8 Essential Tips for Parents Making the Most of Small Spaces
When we had our first baby we were living in a small condo in the heart of the city. Friends and family alike told us we needed to move but we didn't want to give up our fabulous location for a little extra space. So we stayed and made it work. Then we had a second baby and made that work too. Now we live in a house with more room, but we've added two additional children to the mix so we are still applying the tricks we learned to living in a small space with children to accommodate our family of six. Regular purging is key, as is ensuring you make quality decisions that don't result in a bunch of junk. Taking simple steps like going to the library for books can prevent books your child doesn't love from piling up. But, there are some things you will definitely need like a place for baby to eat, sleep, stroll, and be entertained. There are some things you can do to keep life from being too cluttered with a little forethought and discipline.
Go Light and Simple with Furniture:
Back when I was on my own I gravitated to a shabby chic look of mismatched old wooden furniture.

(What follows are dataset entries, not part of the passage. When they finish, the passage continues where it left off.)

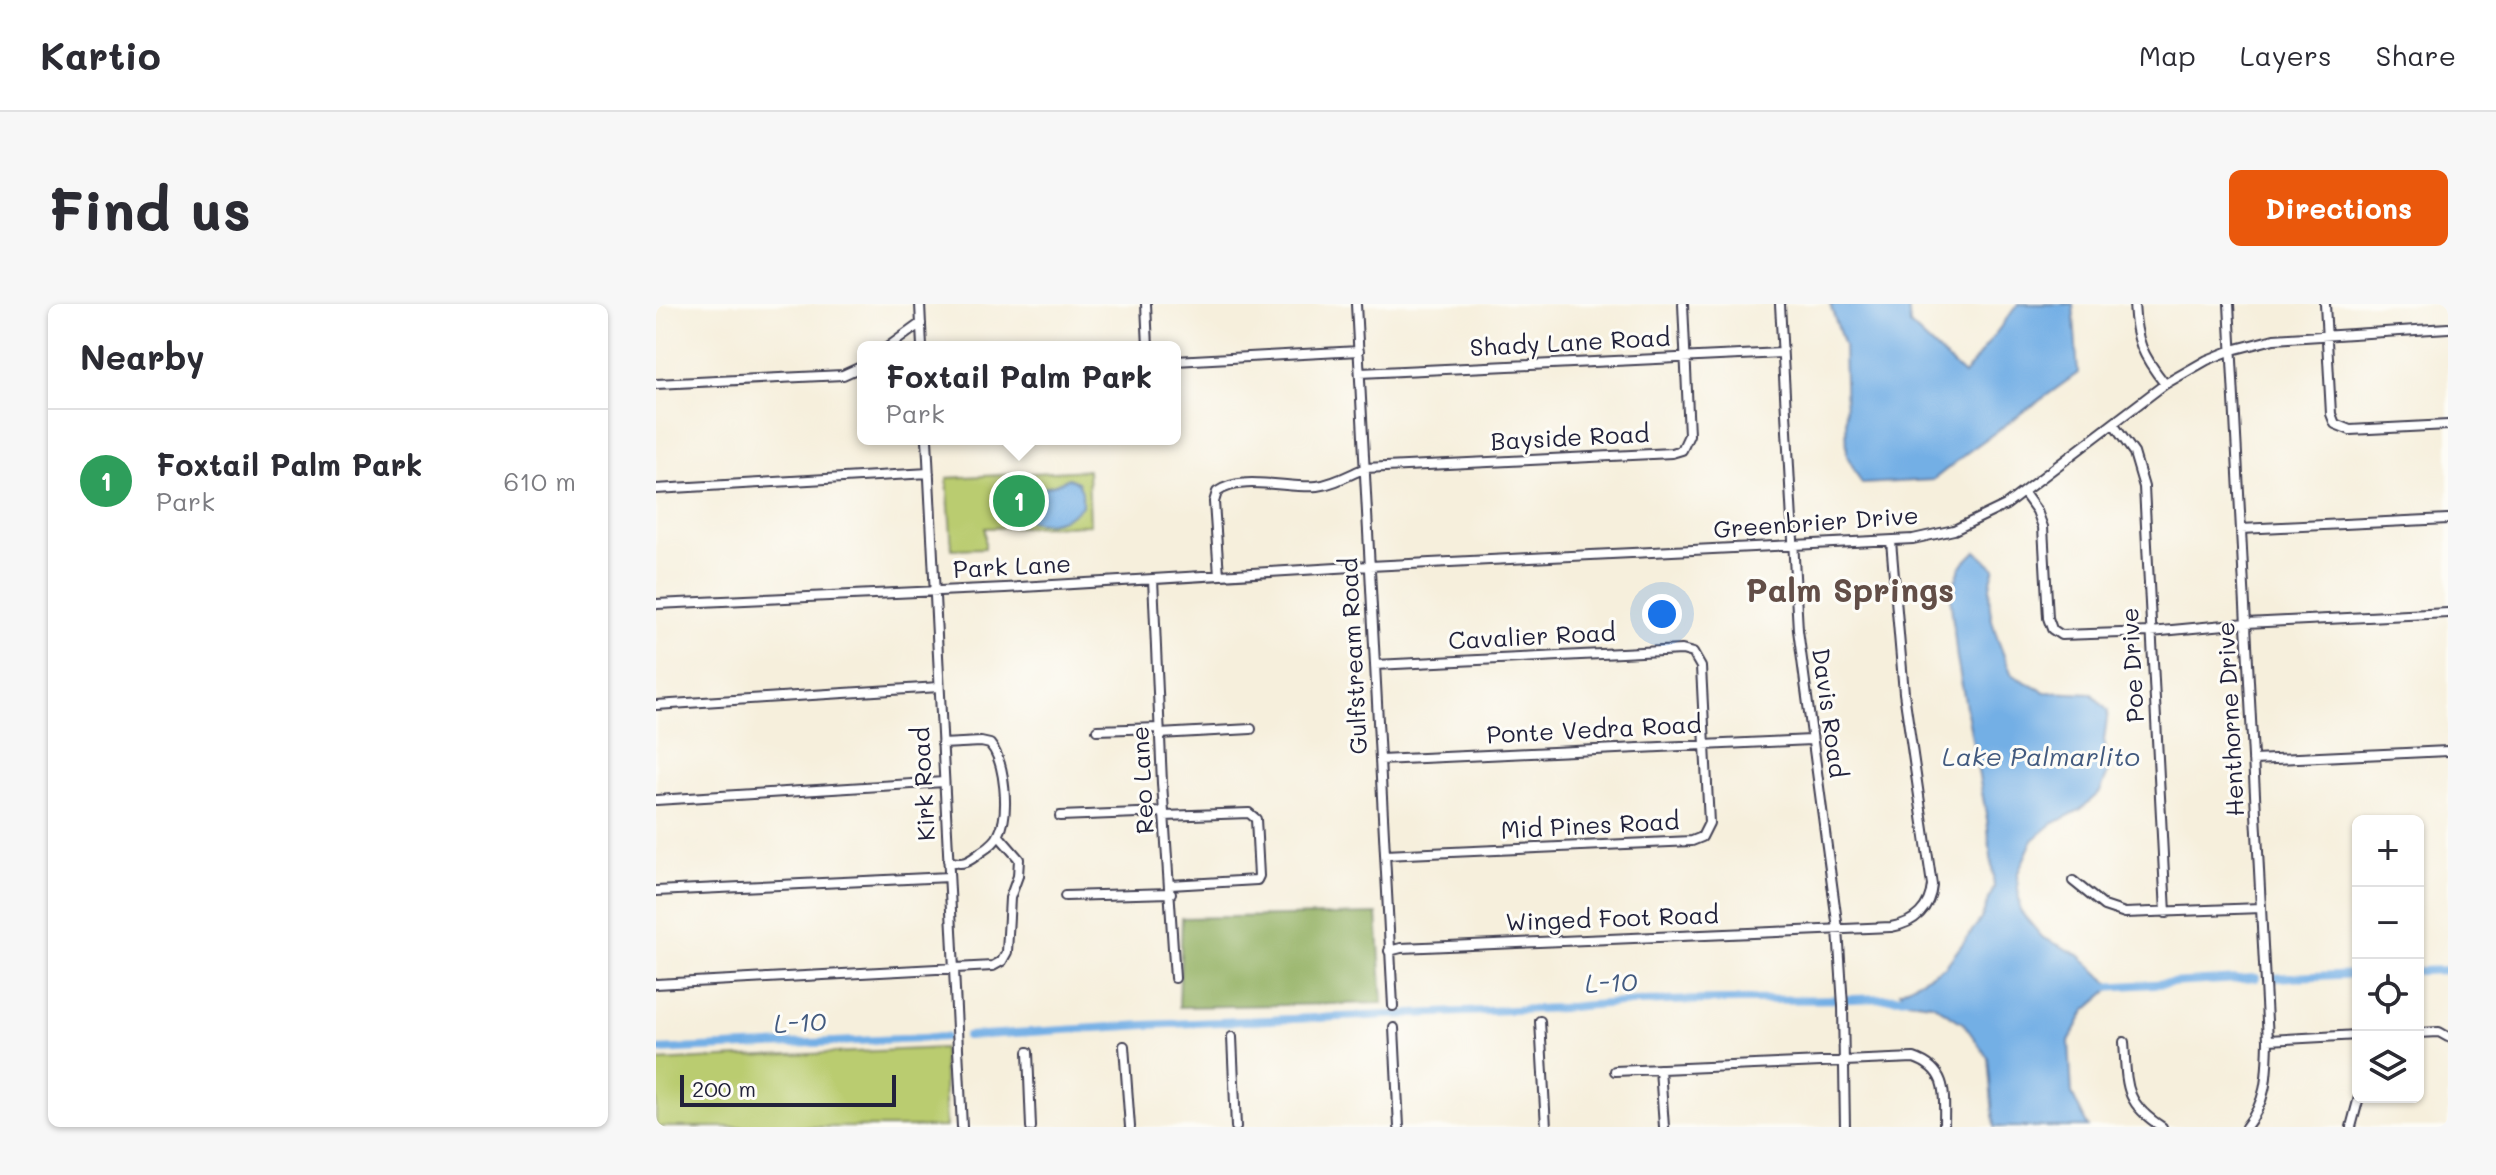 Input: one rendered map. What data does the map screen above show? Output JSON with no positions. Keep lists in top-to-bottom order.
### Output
{
  "streets": {
    "street": [
      "Shady Lane Road",
      "Bayside Road",
      "Greenbrier Drive",
      "Park Lane",
      "Cavalier Road",
      "Gulfstream Road",
      "Poe Drive",
      "Davis Road",
      "Henthorne Drive",
      "Ponte Vedra Road",
      "Reo Lane",
      "Kirk Road",
      "Mid Pines Road",
      "Winged Foot Road"
    ]
  },
  "crossings": [
    ["Shady Lane Road", "Bayside Road"],
    ["Shady Lane Road", "Gulfstream Road"],
    ["Shady Lane Road", "Davis Road"],
    ["Bayside Road", "Gulfstream Road"],
    ["Greenbrier Drive", "Park Lane"],
    ["Greenbrier Drive", "Gulfstream Road"],
    ["Greenbrier Drive", "Poe Drive"],
    ["Greenbrier Drive", "Davis Road"],
    ["Greenbrier Drive", "Henthorne Drive"],
    ["Greenbrier Drive", "Winged Foot Road"],
    ["Park Lane", "Gulfstream Road"],
    ["Park Lane", "Reo Lane"],
    ["Park Lane", "Kirk Road"],
    ["Cavalier Road", "Gulfstream Road"],
    ["Cavalier Road", "Ponte Vedra Road"],
    ["Cavalier Road", "Mid Pines Road"],
    ["Gulfstream Road", "Ponte Vedra Road"],
    ["Gulfstream Road", "Mid Pines Road"],
    ["Gulfstream Road", "Winged Foot Road"],
    ["Davis Road", "Ponte Vedra Road"],
    ["Davis Road", "Winged Foot Road"],
    ["Ponte Vedra Road", "Mid Pines Road"]
  ],
  "districts": ["Palm Springs"],
  "water": ["Lake Palmarlito", "L-10"],
  "scale_bar": "200 m",
  "page": {
    "header": "Kartio",
    "nav": ["Map", "Layers", "Share"],
    "buttons": "Directions",
    "title": "Find us",
    "heading": "Nearby",
    "popup": ["Foxtail Palm Park", "Park"],
    "list": [
      {
        "mark": "1",
        "name": "Foxtail Palm Park",
        "note": "Park",
        "value": "610 m"
      }
    ],
    "pins": "1",
    "map_buttons": ["+", "−"],
    "scale": "200 m"
  }
} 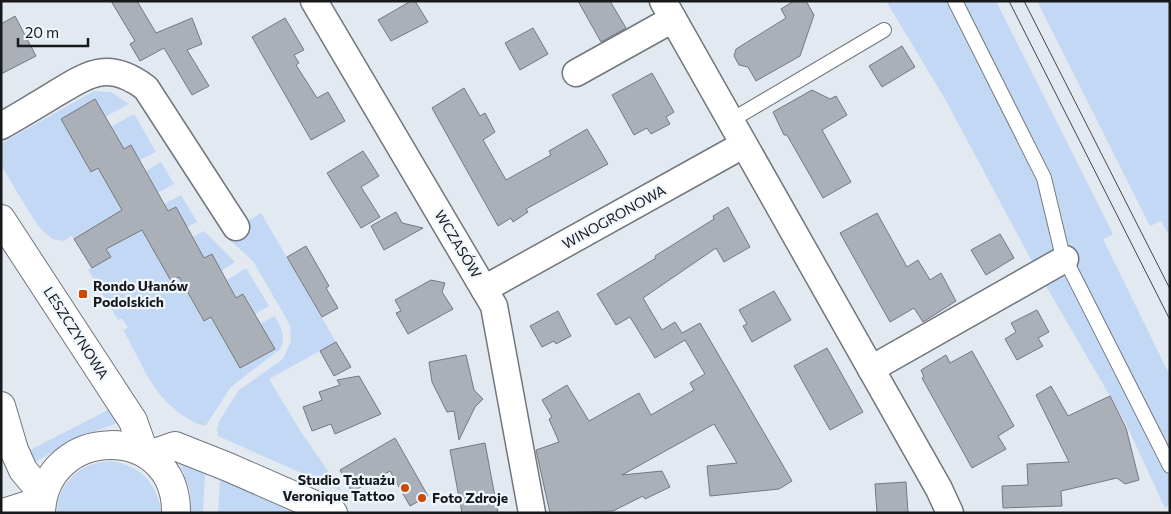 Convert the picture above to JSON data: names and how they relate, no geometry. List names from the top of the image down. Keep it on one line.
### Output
{"streets":{"street":["WINOGRONOWA","WCZASÓW","LESZCZYNOWA"]},"crossings":[["WINOGRONOWA","WCZASÓW"]],"places":{"transit":["Rondo Ułanów Podolskich"],"other":["Studio Tatuażu Veronique Tattoo","Foto Zdroje"]},"scale_bar":"20 m"} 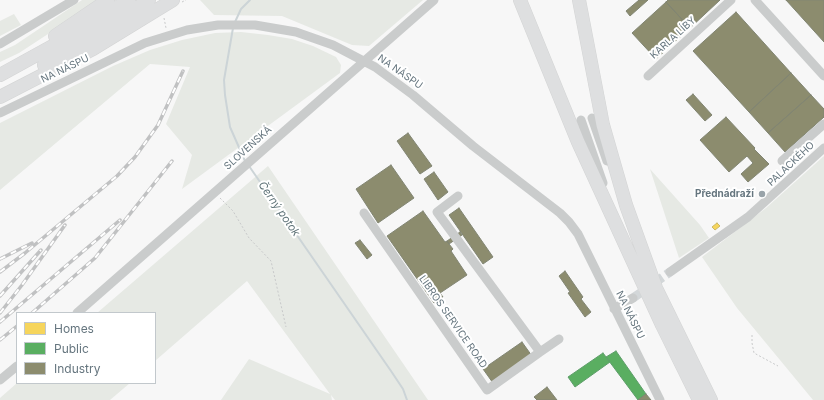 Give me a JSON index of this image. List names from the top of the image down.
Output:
{
  "streets": {
    "street": [
      "KARLA LÍBY",
      "NA NÁSPU",
      "SLOVENSKÁ",
      "PALACKÉHO",
      "LIBROS SERVICE ROAD"
    ]
  },
  "crossings": [
    ["NA NÁSPU", "SLOVENSKÁ"]
  ],
  "water": ["Černý potok"],
  "places": ["Přednádraží"],
  "legend": ["Homes", "Public", "Industry"]
}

Once we had kids and needed to find create space from our existing home I quickly learned the importance of light colors and matching patterns. I love the urbini Sweetli crib and matching changing table in white because the light color and simple, matching designs make the pieces appear to take up less space. As a bonus, since my baby is sharing a room and fitting everyone in required some creative thinking, a crib that converts to a toddler bed means you will not need to rearrange space (or spend extra money) when the baby gets bigger. A simple changing table can also later be used as a bookshelf or space for toy storage later on as well.
One trick to having enough room in a small space is to find toys or other items that serve more than one purpose. One gift we loved receiving is the Mamas & Papas Rock n'Ride Talking Lotty. It rocks, wheels, and talks so it can be played with multiple ways without the need for multiple toys. If you have more than one child, I also like toys like this one that can be used by different ages and stages of development in different ways. Other examples are dolls with more functions, such as the Learn to Dress Max or Hattie Dolls which can be cuddly and teach skills, and toys such as Whoozit Whoops that be used as lovies as well as attached to strollers, car seats, or playmats.
Use Travel Toys:
Many toys are made in smaller versions designed for travel. But, there is no reason you can't use the same toys in your home as part of your regular stash. Playskool makes a great, durable line of toys that we like including Stack n' Stow cups, Elmo's On the Go Letters, and even a mini-version of a Nerf basketball hoop.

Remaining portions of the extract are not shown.